By his own account, Abu Zubaydah left his home in Saudi Arabia to train in Pakistan "because he was inspired by the Palestinian cause." Until then, he said, he had been a "bad Muslim." His family, unhappy with his choice, sent his brother, a physician in Pakistan, to dissuade him, but to no avail. "Detainee noticed that of all the other groups in theater [that fought against the Soviets in Afghanistan], only Al-Qaida remained to continue the jihad struggle," and therefore "he decided to dedicate his life to jihad," his file states.

"Detainee submitted the requisite paperwork to join Al-Qaida and pledge bayat (an oath of allegiance ) to Osama Bin Laden," it continues. However, his application was rejected. Despite this, he was eventually accepted and underwent military training in Afghanistan in 1990, toward the end of the fight against the Soviet occupation. He was then sent to the front line, where he sustained a serious head wound from shrapnel and lost an eye. "Detainee stated he had to relearn fundamentals such as walking, talking and writing; as such, he was therefore considered worthless to Al-Qaida," the document notes.

An Al-Qaida commander approved his request to return to military training, but this time he "did not pledge bayat to Osama Bin Laden and did not become a full Al-Qaida member. Detainee refused to make the pledge unless Al-Qaida agreed to stage an attack inside Israel or mount an operation to help free Sheikh Omar Abd al-Rahman (a.k.a. the Blind Sheikh )," who was jailed for life in the United States after being convicted of trying to blow up the World Trade Center in 1993. He also proposed blowing up an electrical grid in the United States.

According to Abu Zubaydah's personal file, he met personally with bin Laden at a safe house in Jalalabad in the summer of 2000, in an unsuccessful attempt to persuade him to reopen the Khaldan training camp, where he had been an instructor. "Detainee claimed that after Khaldan Camp was officially closed, he could focus on conducting operations including attacks in the U.S. to effect the release of Sheikh Omar Abd al-Rahman and attacks against Israel." In March 2001, he met again with bin Laden and Muhammad Atef (a.k.a. Abu Hafs al-Masri, considered the military commander of Al-Qaida; he was killed in an American bombing raid in Afghanistan in November 2001 ) "to discuss the possibility of conducting an attack in Israel." He raised $100,000 to that end.

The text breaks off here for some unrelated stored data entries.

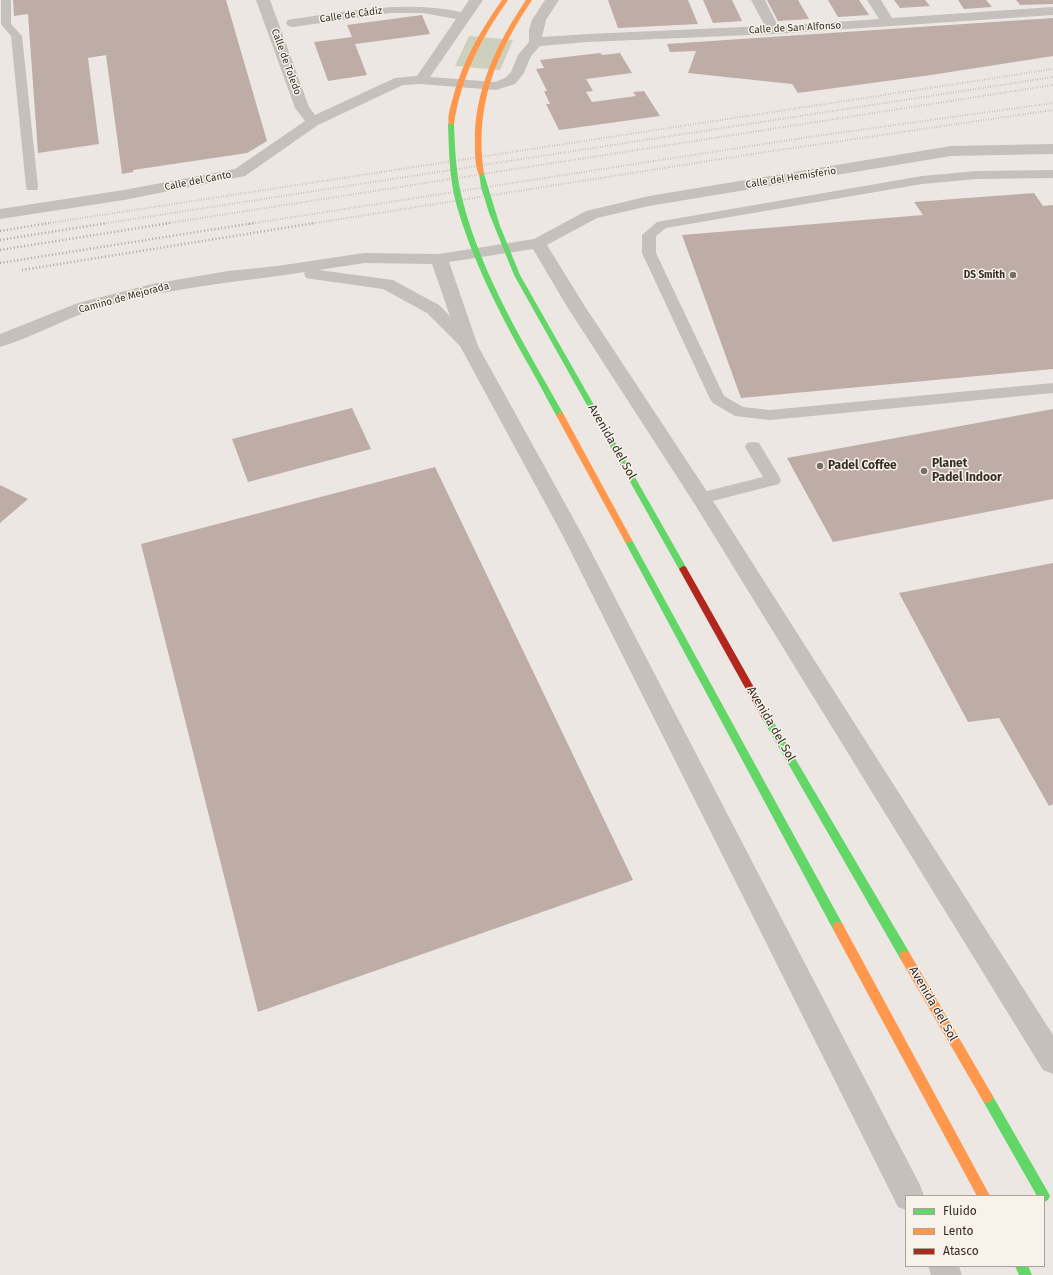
<!DOCTYPE html>
<html>
<head>
<meta charset="utf-8">
<style>
	body { margin:0 }
	#map { position:relative; width:1053px; height:1275px; overflow:hidden; background:#ece7e2; font-family:"Fira Sans",sans-serif }
	canvas { display:block }
	.legend { position:absolute; left:905px; top:1195px; width:140px; height:72px; box-sizing:border-box; background:#f8f2ea; border:1px solid #aaa39d; margin:0; padding:5px 7px; list-style:none; font-size:12px; color:#362d29 }
	.legend li { display:flex; align-items:center; gap:8px; height:20px }
	.legend b { width:20px; border:1px solid #aaa39d }
</style>
</head>
<body>
<div id="map">
<canvas width="1053" height="1275"></canvas>
<ul class="legend">
<li><b style="height:5px;background:#63d668"></b>Fluido</li>
<li><b style="height:5px;background:#ff974d"></b>Lento</li>
<li><b style="height:5px;background:#b3261e"></b>Atasco</li>
</ul>
</div>
<script>
const context = document.querySelector('canvas').getContext('2d');
context.lineJoin = 'round';
function fill(path, color) {
  context.fillStyle = color;
  context.fill(path, 'evenodd');
}
function stroke(path, color, width, dash) {
  context.strokeStyle = color;
  context.lineWidth = width;
  context.lineCap = dash ? 'butt' : 'round';
  context.setLineDash(dash || []);
  context.stroke(path);
}
function drawText(font, color, halo, rows, align = 'center') {
  context.font = font + ' "Fira Sans",sans-serif';
  context.lineWidth = 3;
  context.setLineDash([]);
  context.textBaseline = 'middle';
  context.strokeStyle = halo;
  context.fillStyle = color;
  for (const [text, x, y, turn = 0] of rows) {
    context.save();
    context.translate(x, y);
    context.rotate((+turn || 0) * Math.PI / 180);
    context.textAlign = isNaN(turn) ? turn : align;
    if (halo) context.strokeText(text, 0, 0);
    context.fillText(text, 0, 0);
    context.restore();
  }
}
fill(new Path2D(`
	M469,36l44,4 -13,30 -45,-4z`), '#cdd0bd');
fill(new Path2D(`
	M13,0h213l41,141 -20,12 -114,17v2l-11,2 -16,-119 -18,3 11,86 -61,9 -10,-139 -14,2z
	M608,0h80l10,24 -80,4z
	M703,0h29l10,21 -29,2z
	M767,0h31l11,19 -31,2z
	M828,0h31l10,15 -31,2z
	M894,0h31l5,6 -30,2z
	M958,0h28l6,7 -28,2z
	M1016,0h37v4l-33,1z
	M422,15l8,19 -75,10 12,31 -39,6 -14,-39 38,-5 -5,-12z
	M1053,18v38l-122,19 -133,18 -6,-9 -104,-11 8,-22 -26,1 -3,-8z
	M600,53l2,2 18,-2 12,20 -46,6 7,12 -7,1 6,10 44,-6 -3,-4 11,-1 16,25 -101,14 -13,-26h4l-6,-13h3l-11,-22 8,-1 -4,-8z
	M1034,193l9,13 10,-1v164l-312,29 -59,-163 241,-20 -9,-13z
	M352,408l19,41 -123,33 -16,-43z
	M1053,409v90l-220,43 -46,-84z
	M435,467l198,413 -375,132 -117,-468z
	M0,485l28,14 -28,24z
	M1053,563v241l-4,2 -50,-88 -31,4 -69,-129z`), '#beada6');
fill(new Path2D(`
	M1,0h10v24l11,12 16,151 -1,3h-10l-1,-3 -15,-151 -10,-12z
	M1053,170v8l-76,1 -55,5 -256,44 -10,8v17l68,143 19,11 27,3 283,-27v10l-283,27 -35,-4 -22,-13 -3,-4 -68,-146v-18l15,-13 5,-1 260,-45 55,-5z
	M753,442l6,1 20,33 2,4 -2,4 -78,20 -6,-2 -2,-4 2,-4 68,-17 -18,-30 2,-4z`), '#c5c0bb');
fill(new Path2D(`
	M256,0h14l39,107 6,8 80,-37 22,-2 39,-57 -33,-6h-33l-97,14 -5,-1 -2,-3 2,-3 5,-1c55,-8 114,-19 168,-7l8,-12h14l-53,77 65,5 10,-4 6,-6 7,-17 11,-13v-12l3,-10 13,-20h14l-13,20 -4,17 46,-3 177,-8 -14,-26h14l13,26 101,-7 -12,-19h14l11,18 161,-11v8l-279,19 -186,8 -48,4 -9,10 -7,17 -9,11 -19,6 -75,-6 -18,1 -85,40 -73,51 -121,24 -124,19v-10l124,-19 111,-21 70,-48 -10,-13z
	M1053,144v10l-102,2 -302,50 -52,12 -50,27 37,60 124,188 345,542v39l-10,-4 -349,-567 -128,-198 -33,-56 -84,13 29,84 105,190 337,649 4,11h-18v14l-8,-3 -335,-671 -103,-190 -33,-33 -44,-24 -71,-10 -6,-1 -2,-4 1,-2c-72,11 -145,16 -215,39 -30,10 -59,27 -90,36v-13l78,-31 74,-19 76,-13 49,-5 87,-13 75,1 95,-15 52,-28 63,-15 302,-50zM364,263l68,1 18,52 -11,-11 -46,-25 -74,-10z
	M928,1266h31l3,9h-31z`), '#c5c0bb');
fill(new Path2D(`
	M451,122l3,2c1,26 2,52 9,78 20,76 63,145 101,213l-1,2h-6c-10,-18 -19,-36 -29,-53 -29,-52 -56,-104 -72,-161 -7,-26 -7,-53 -8,-79z
	M479,173l5,1 16,52 20,49 166,292 1,2 -1,2h-6l-166,-296 -25,-62 -8,-26z
	M628,537l4,3 210,383 1,4 -1,4 -4,1 -4,-1 -210,-391z
	M766,713l3,1 140,238 1,4 -1,4 -4,1 -4,-1 -138,-240 -2,-3 2,-3z
	M987,1091l4,2 57,99 2,4 -2,4 -4,2v-6h-7l-54,-95 -2,-4 2,-4z
	M1015,1266h13l4,9h-13z`), '#63d668');
fill(new Path2D(`
	M502,0h6c-27,38 -47,77 -54,124l-5,1c-2,-7 1,-17 3,-24 9,-37 28,-70 50,-101z
	M526,0h6c-37,55 -58,107 -48,174l-5,1c-4,-9 -4,-20 -4,-30 -2,-53 22,-102 51,-145z
	M560,412l4,3 68,125 -1,2h-6l-1,-2 -68,-125z
	M838,922l4,1 148,273h-13l-143,-265 -1,-4 1,-4z
	M905,951l4,1 82,141 2,4 -2,4 -4,2 -4,-2 -82,-141 -1,-4 1,-4z`), '#ff974d');
fill(new Path2D(`
	M683,566l3,1 83,147 2,3 -2,3 -3,1 -3,-1 -84,-151z`), '#b3261e');
stroke(new Path2D(`
	M43,224l1010,-155
	M101,224l952,-147
	M163,224l890,-139
	M248,224l561,-87 244,-34
	M309,224l450,-71 294,-43`), '#ada8a5', 2, [0.5, 2]);
stroke(new Path2D(`
	M0,231l49,-8
	M0,240l107,-17
	M0,250l170,-27
	M0,263l254,-40
	M22,270l293,-47`), '#ada8a5', 2.5, [1, 2.5]);
for (const [x, y, r, color] of [
	[1013,275,4,"#766e6a"],
	[820,466,4,"#766e6a"],
	[924,471,4,"#766e6a"]
]) {
  const dot = new Path2D();
  dot.arc(x, y, r, 0, 2 * Math.PI);
  context.fillStyle = color;
  context.fill(dot);
  stroke(dot, '#f8f2ea', 1.5);
}
drawText('10px', '#362d29', '#f8f2ea', [
	["Calle de Cádiz",351,15,-8],
	["Calle de San Alfonso",795,28,-3],
	["Calle de Toledo",286,62,70],
	["Calle del Hemisferio",791,178,-9],
	["Calle del Canto",198,181,-11],
	["Camino de Mejorada",124,298,-15]
]);
drawText('bold 10px', '#362d29', '#f8f2ea', [
	["DS Smith",1005,275]
], 'right');
drawText('12px', '#362d29', '#f8f2ea', [
	["Avenida del Sol",612,442,60],
	["Avenida del Sol",771,724,60],
	["Avenida del Sol",933,1004,60]
]);
drawText('bold 12px', '#362d29', '#f8f2ea', [
	["Planet",932,464],
	["Padel Indoor",932,478],
	["Padel Coffee",828,466]
], 'left');
</script>
</body>
</html>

The document does not specify what Israeli targets he wanted to attack, but his file contains testimony from another detainee indicating the war in Afghanistan aborted any plans Abu Zubaydah may have devised. He fled to Pakistan, and was arrested after being shot three times by the Pakistani security services in a Faisalabad safe house. Before his arrest, he had planned a mega-attack in Chicago and had spoken by phone to Jose Padilla, who was supposed to detonate a "dirty bomb" in the city. From Pakistan he was taken to the United States and then to Guantanamo, where he is still being held.